PREPARING THE INGREDIENTS AHEAD OF TIME
If you are using the frozen (or plastic prepackaged) udon noodles. You don’t need to cook it ahead of time. I find it easiest to just run really hot tap water over it for 1 minute to defrost it, which will break it up into individual strands. This keeps the frozen noodles chewier as well, since pre-boiling it ahead of time will overcook the noodles when you add it to the final soup.
It is super easy to prepare the leftover turkey, I like to just use my hand and rip the meat off the bones into small bite-sized shredded pieces. If you don’t like getting messy, you can also thinly slice it with a knife as well.
Bok choy should be sliced in half and then quickly washed under cold tap water to remove any sand and debris, set them aside to be added to the broth when you’re ready to serve it!
15 MINUTE UDON NOODLE SOUP BROTH
The simple miso broth for the recipe is super easy to make. You can put everything into the pot at the same time and let it simmer for 10-15 minutes – just make sure to add the sesame oil at the very end once the final dish is done. I find this keeps the sesame oil more flavourful.
Once the broth is done, you can put in the thawed udon noodles, shredded leftover turkey, boy choy and cook it for 1 minute to warm everything up together and voila! You have a comforting bowl of turkey udon noodle soup!
HOW TO MAKE SOFT BOILED EGGS (OPTIONAL)
Whenever I have a bowl of noodle soup, I love adding soft boiled eggs into it. I like my eggs jammy, but slightly runny in the centre.

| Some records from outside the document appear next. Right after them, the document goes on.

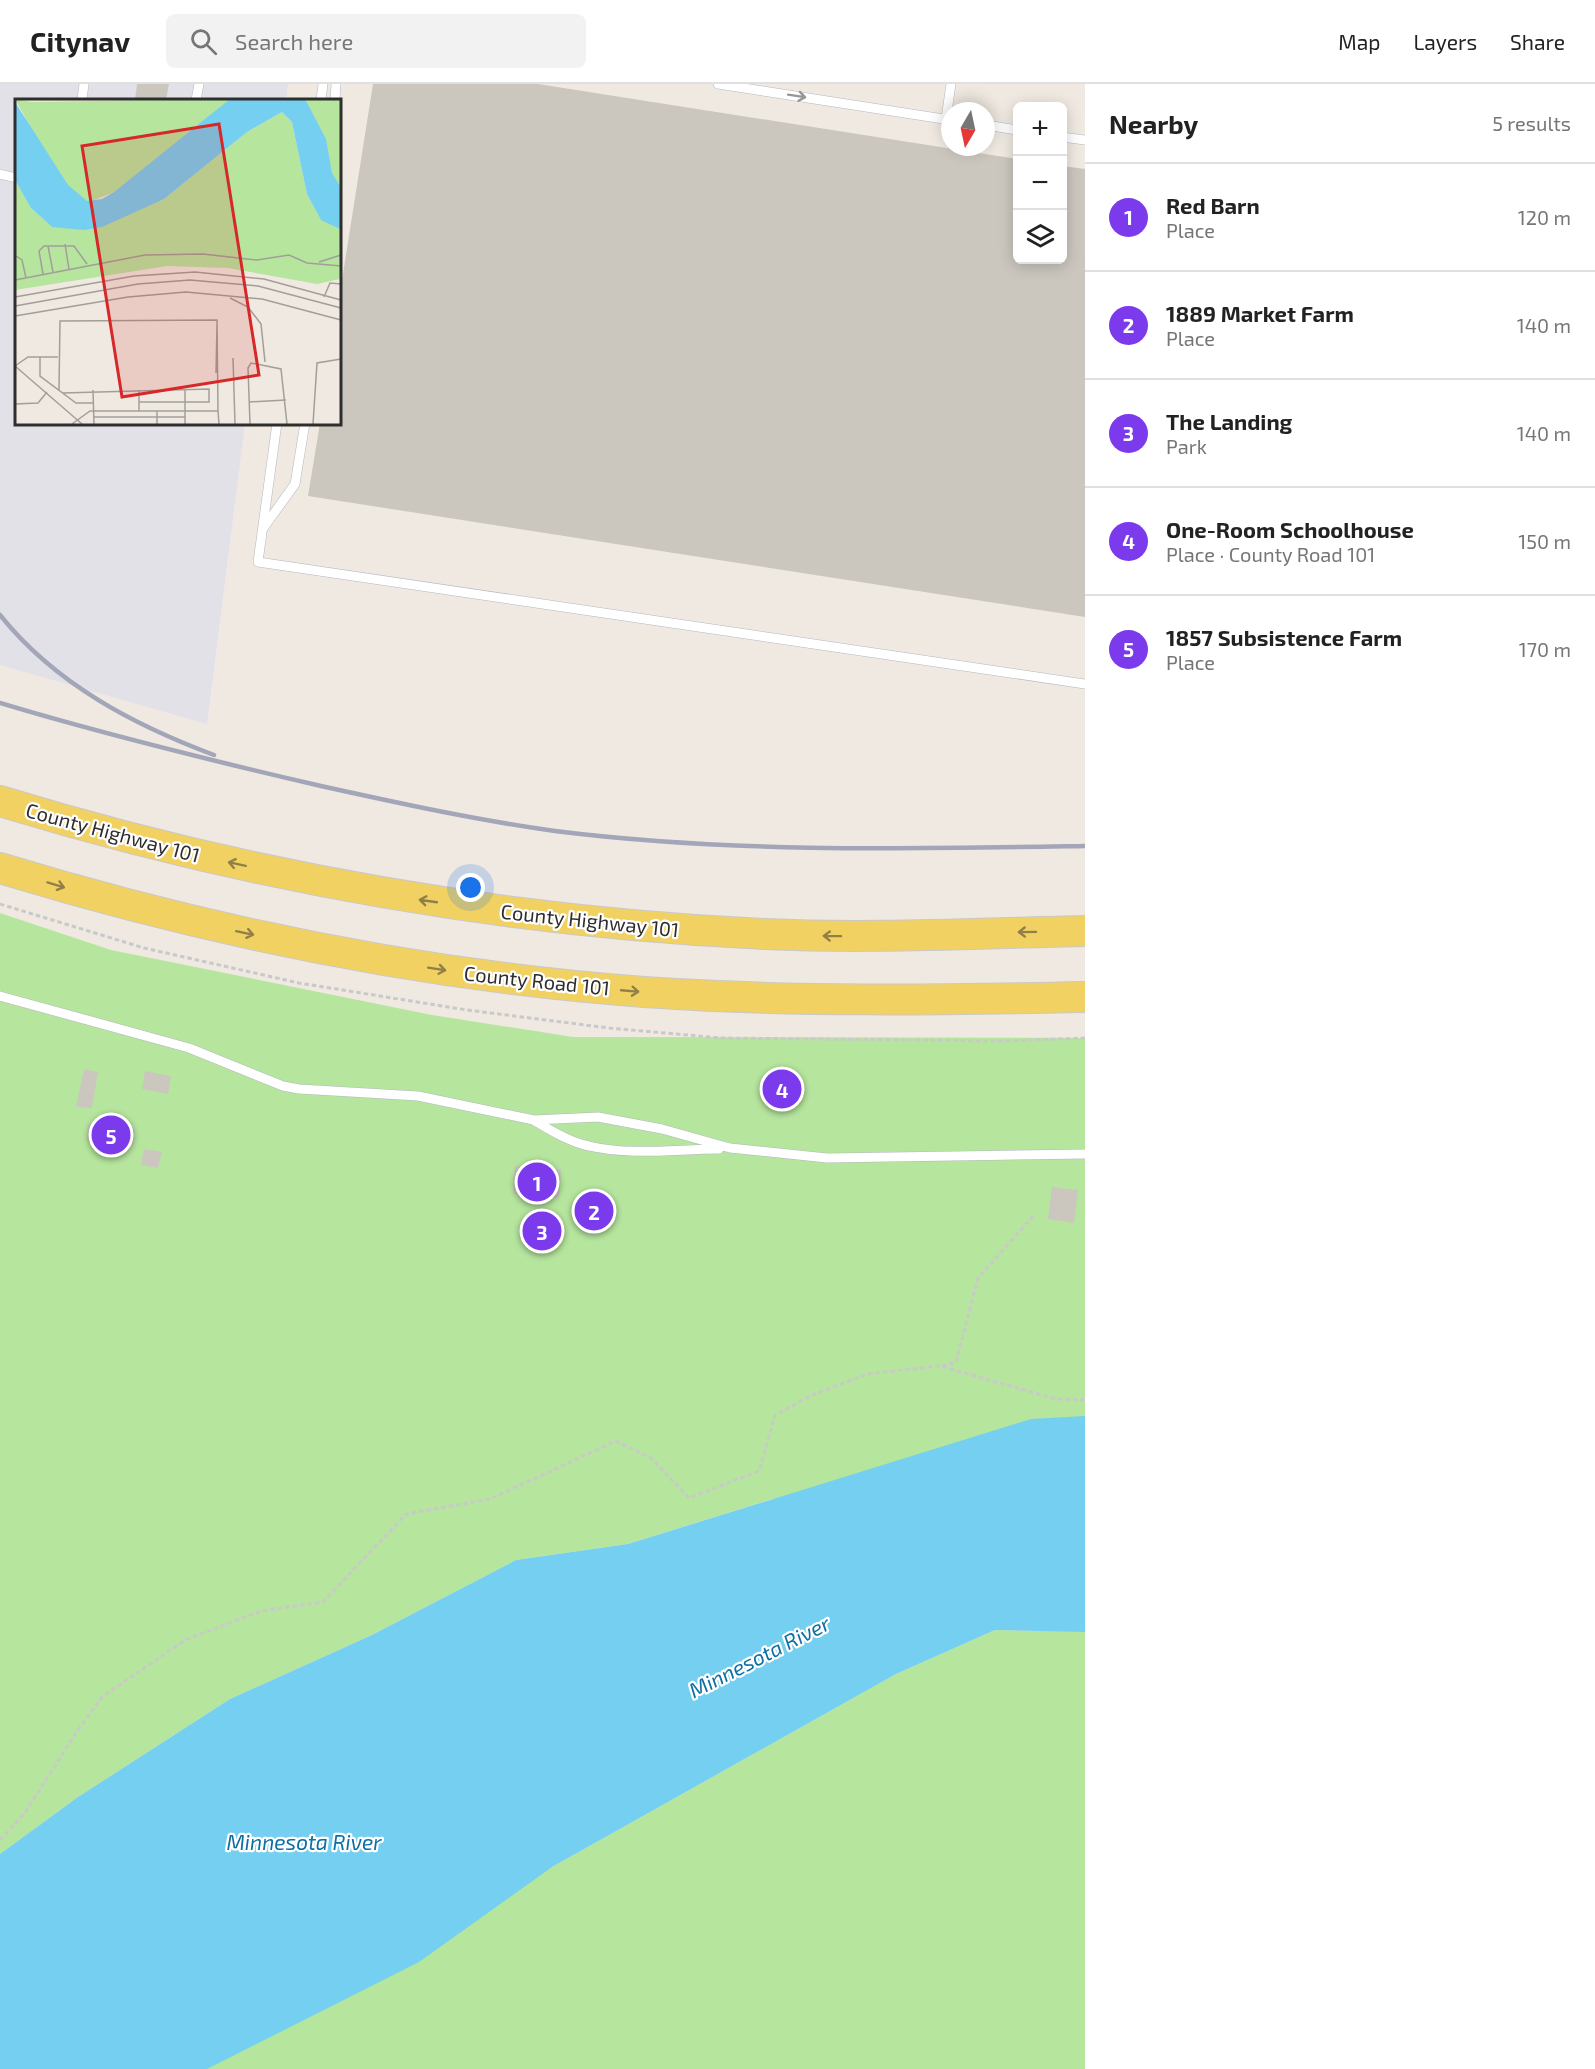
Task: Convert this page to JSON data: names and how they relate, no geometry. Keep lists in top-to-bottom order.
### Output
{
  "streets": {
    "main road": ["County Highway 101", "County Road 101"]
  },
  "one_way": ["County Highway 101", "County Road 101"],
  "water": ["Minnesota River"],
  "north": "bottom",
  "page": {
    "header": "Citynav",
    "search": "Search here",
    "nav": ["Map", "Layers", "Share"],
    "heading": ["Nearby", "5 results"],
    "map_buttons": ["+", "−"],
    "list": [
      {
        "mark": "1",
        "name": "Red Barn",
        "note": "Place",
        "value": "120 m"
      },
      {
        "mark": "2",
        "name": "1889 Market Farm",
        "note": "Place",
        "value": "140 m"
      },
      {
        "mark": "3",
        "name": "The Landing",
        "note": "Park",
        "value": "140 m"
      },
      {
        "mark": "4",
        "name": "One-Room Schoolhouse",
        "note": "Place · County Road 101",
        "value": "150 m"
      },
      {
        "mark": "5",
        "name": "1857 Subsistence Farm",
        "note": "Place",
        "value": "170 m"
      }
    ],
    "pins": [
      "4",
      "5",
      "1",
      "2",
      "3"
    ]
  }
}
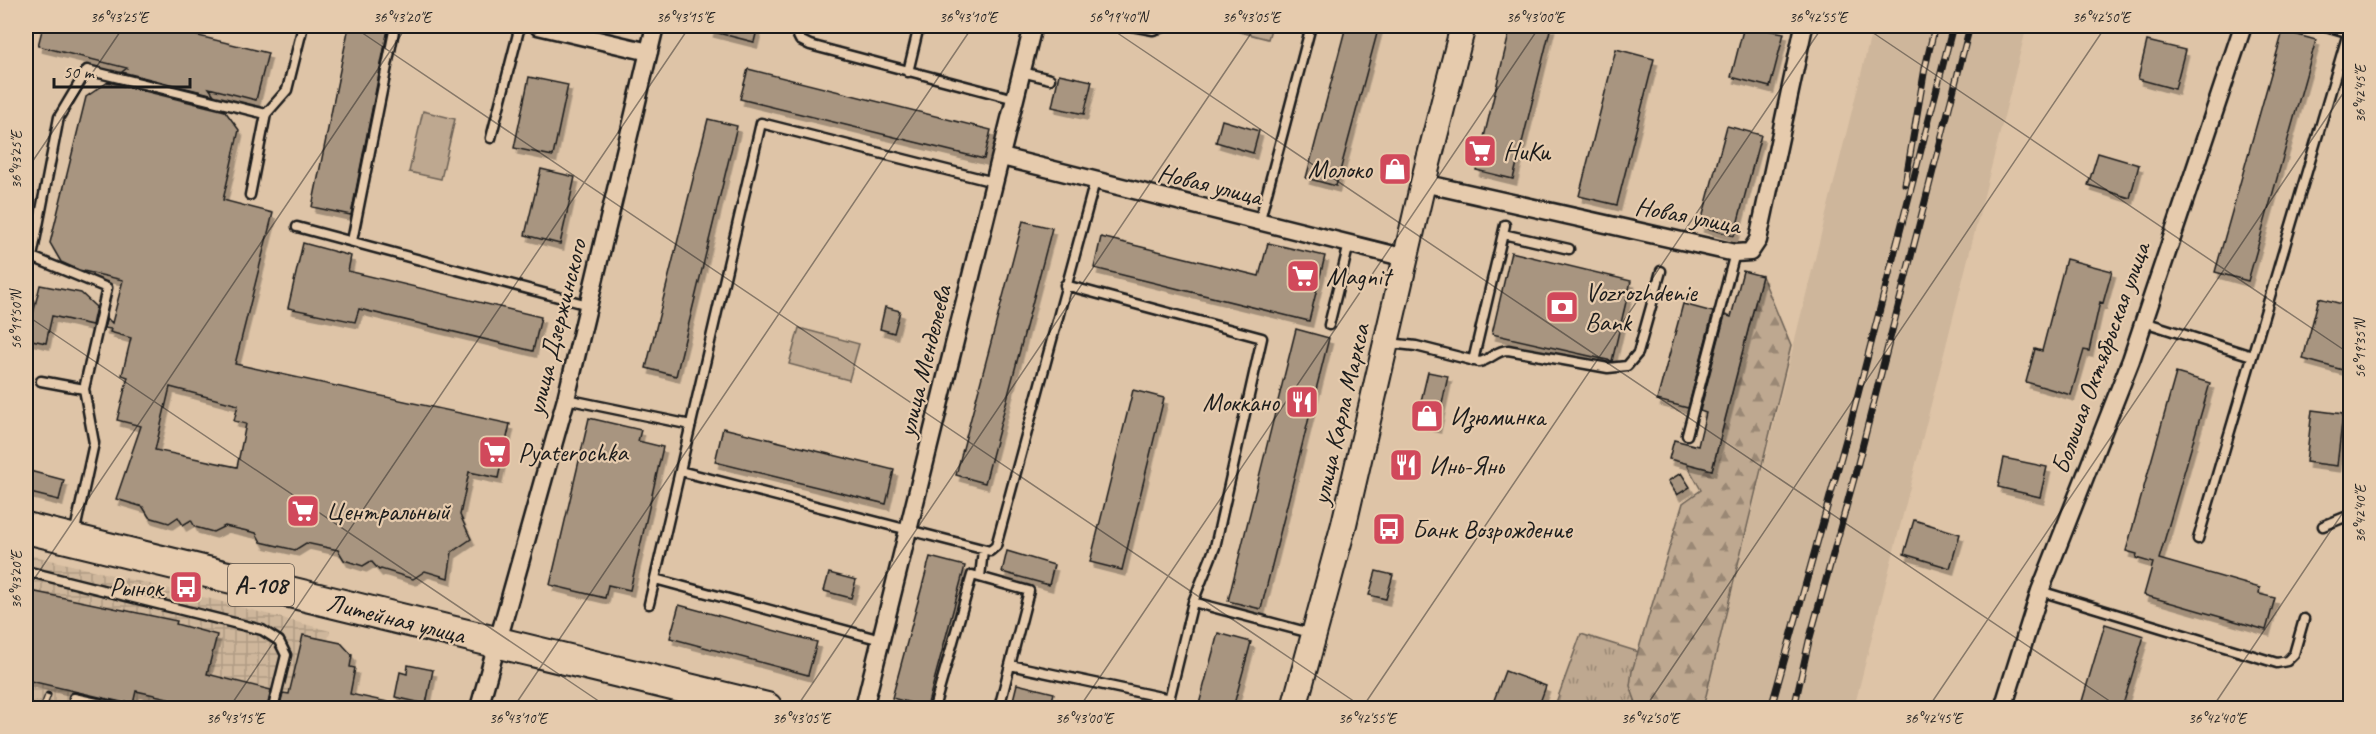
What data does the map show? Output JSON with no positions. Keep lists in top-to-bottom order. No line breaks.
{"streets":{"highway":["А-108","Литейная улица"],"street":["Новая улица","улица Дзержинского","Большая Октябрьская улица","улица Менделеева","улица Карла Маркса"]},"crossings":[["Новая улица","улица Менделеева"],["Новая улица","улица Карла Маркса"],["улица Дзержинского","Литейная улица"]],"places":{"supermarket":["НиКи","Magnit","Pyaterochka","Центральный"],"shop":["Молоко","Изюминка"],"bank":["Vozrozhdenie Bank"],"restaurant":["Моккано","Инь-Янь"],"bus stop":["Банк Возрождение","Рынок"]},"scale_bar":"50 m","coordinates":["36°43'25\"E","36°43'20\"E","36°43'15\"E","36°43'10\"E","56°19'40\"N","36°43'05\"E","36°43'00\"E","36°42'55\"E","36°42'50\"E","36°42'45\"E","56°19'50\"N","56°19'35\"N","36°42'40\"E"]}
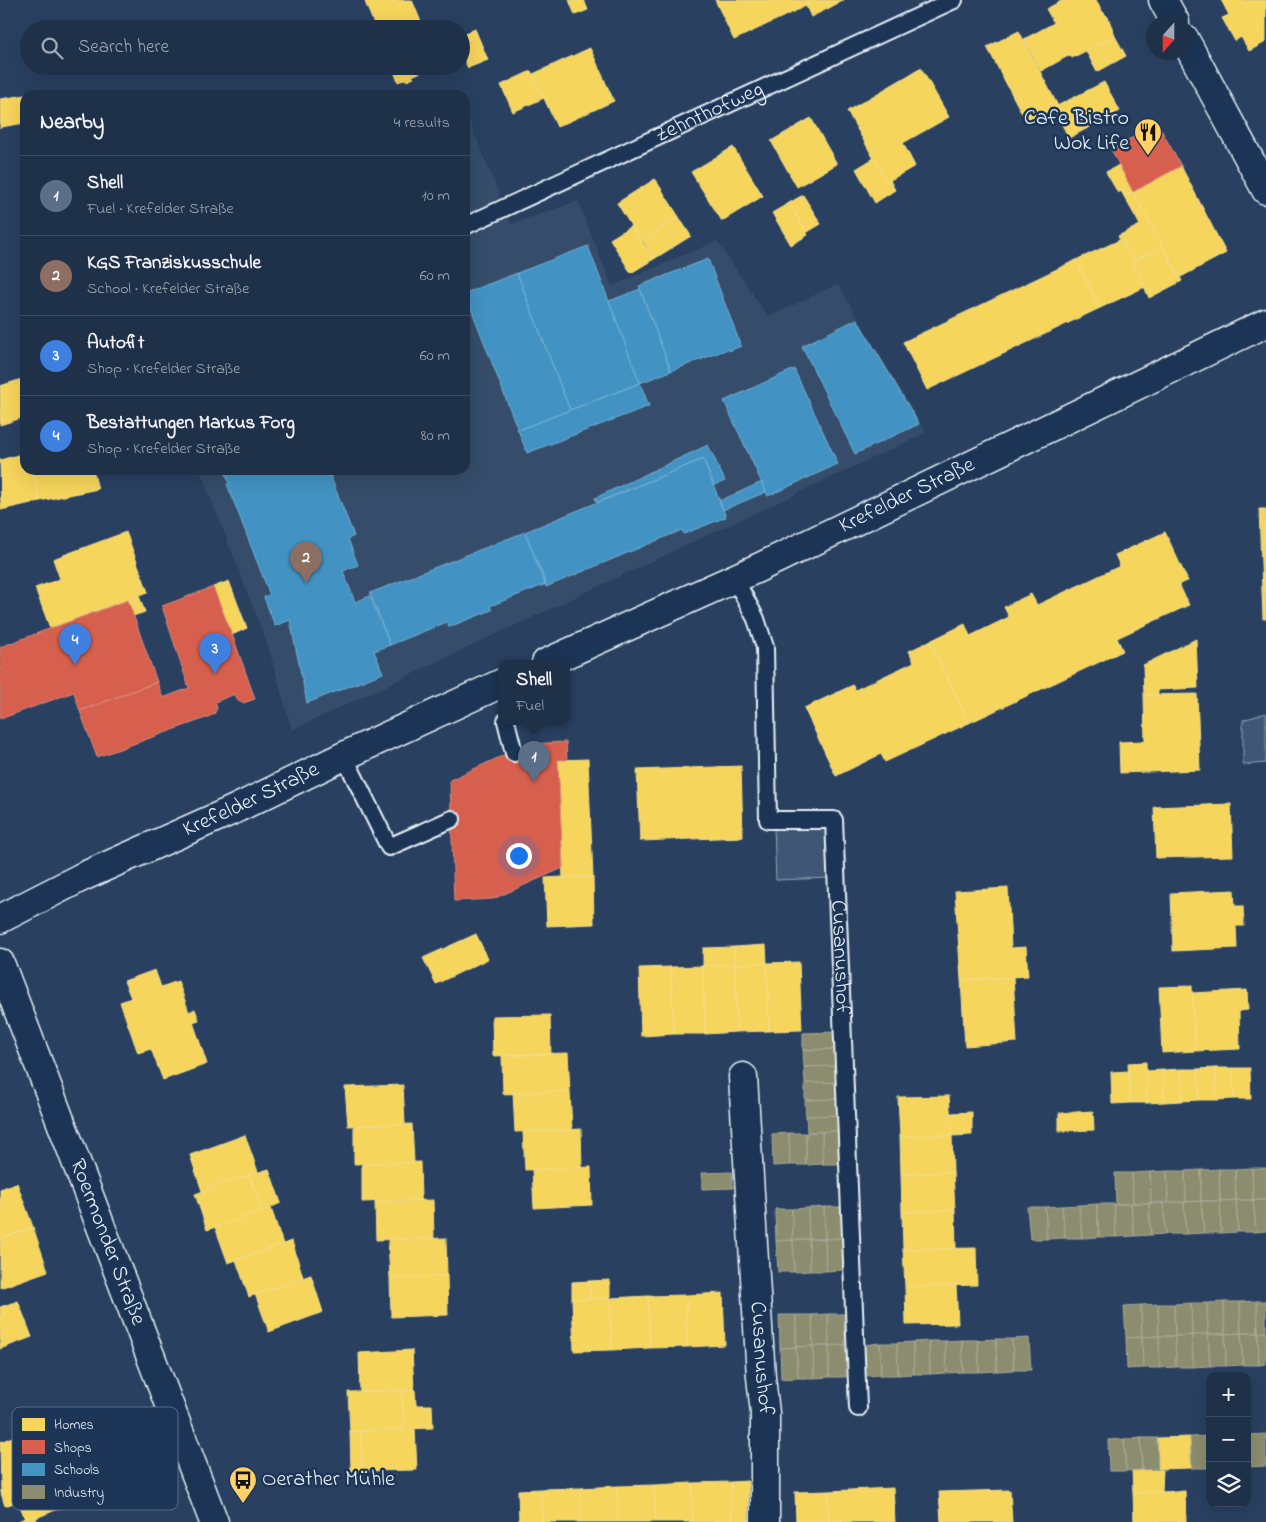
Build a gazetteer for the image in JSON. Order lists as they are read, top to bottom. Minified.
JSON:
{"streets":{"main road":["Krefelder Straße","Cusanushof","Roermonder Straße"],"lane":["Zehnthofweg"]},"crossings":[["Krefelder Straße","Cusanushof"]],"places":{"restaurant":["Cafe Bistro Wok Life"],"bus stop":["Oerather Mühle"]},"legend":["Homes","Shops","Schools","Industry"],"north":"bottom","page":{"search":"Search here","heading":["Nearby","4 results"],"list":[{"mark":"1","name":"Shell","note":"Fuel · Krefelder Straße","value":"10 m"},{"mark":"2","name":"KGS Franziskusschule","note":"School · Krefelder Straße","value":"60 m"},{"mark":"3","name":"Autofit","note":"Shop · Krefelder Straße","value":"60 m"},{"mark":"4","name":"Bestattungen Markus Forg","note":"Shop · Krefelder Straße","value":"80 m"}],"pins":["2","4","3","1"],"popup":["Shell","Fuel"],"map_buttons":["+","−"]}}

It’s super easy to make soft boiled eggs, you just need to use a timer (I use my oven timer).
To make soft boiled eggs:
- I start off by adding eggs into a pot – make sure you use a small pot that fits all the eggs into a single layer snug (I like to make extra and store them in the fridge for breakfast or for noodle soups the next day).
- Fill the pot with cold water until it just covers the eggs and place the pot over the stove and set it to medium heat.
- Add ½ teaspoon of salt into the water and put a lid over the pot.
- It’s important that you don’t leave the stove during this step. Wait for the water to start to vigorously boil, once the water starts to boil set a timer for 4 minutes (if you like the yolk less runny, set the timer for 5 minutes).
- Once the timer is up, remove the pot from the stove and run the eggs under cold tap water for 2 minutes. Make sure that while you are running the eggs over cold water, you are also pouring out the hot water out as well. We want to stop the cooking process.
- Keep them in the fridge, until you are ready to use them and only peel it when you are ready to eat them!
DID YOU MAKE THIS TURKEY UDON NOODLE SOUP RECIPE?
If you made this Turkey Udon Noodle Soup recipe, I want to see! Follow Pups with Chopsticks on Instagram, snap a photo, and tag and hashtag it with @pupswithchopsticks and #pupswithchopsticks. I love to know what you are making!
Turkey Udon Noodle Soup
- 1 cup leftover turkey hand shredded, or sliced into thin pieces
- 1 frozen brick of udon
- 2 bok choy cut in half
- 1 large egg
- 3 cups broth no salt or low sodium, meat or vegetetable
- 1 tablespoon miso white or yellow miso
- 3 tablespoons soy sauce
- 1 whole star anise
- ½ teaspoon sesame oil
- 2 tablespoons green onions finely chopped
- Slice the bok choy in half and wash out the sand from the middle. Set aside
- Hand shred the leftover turkey and set aside. (You can also use a knife to cut thin pieces as well, if you don't want to get messy)
- Place a frozen brick of udon noodles into a colander and run hot tap over it for 1 minute, until they break apart into loose noodles. Set aside.
Making a Soft Boiled Egg (Optional)
- Place a few eggs in a small pot. Make sure the eggs fit snug within the pot in a single layer.
- Fill the pot with cold water until it covers the eggs slightly
- Place the pot on the stove over medium heat, add ½ teaspoon of salt and cover it with a lid.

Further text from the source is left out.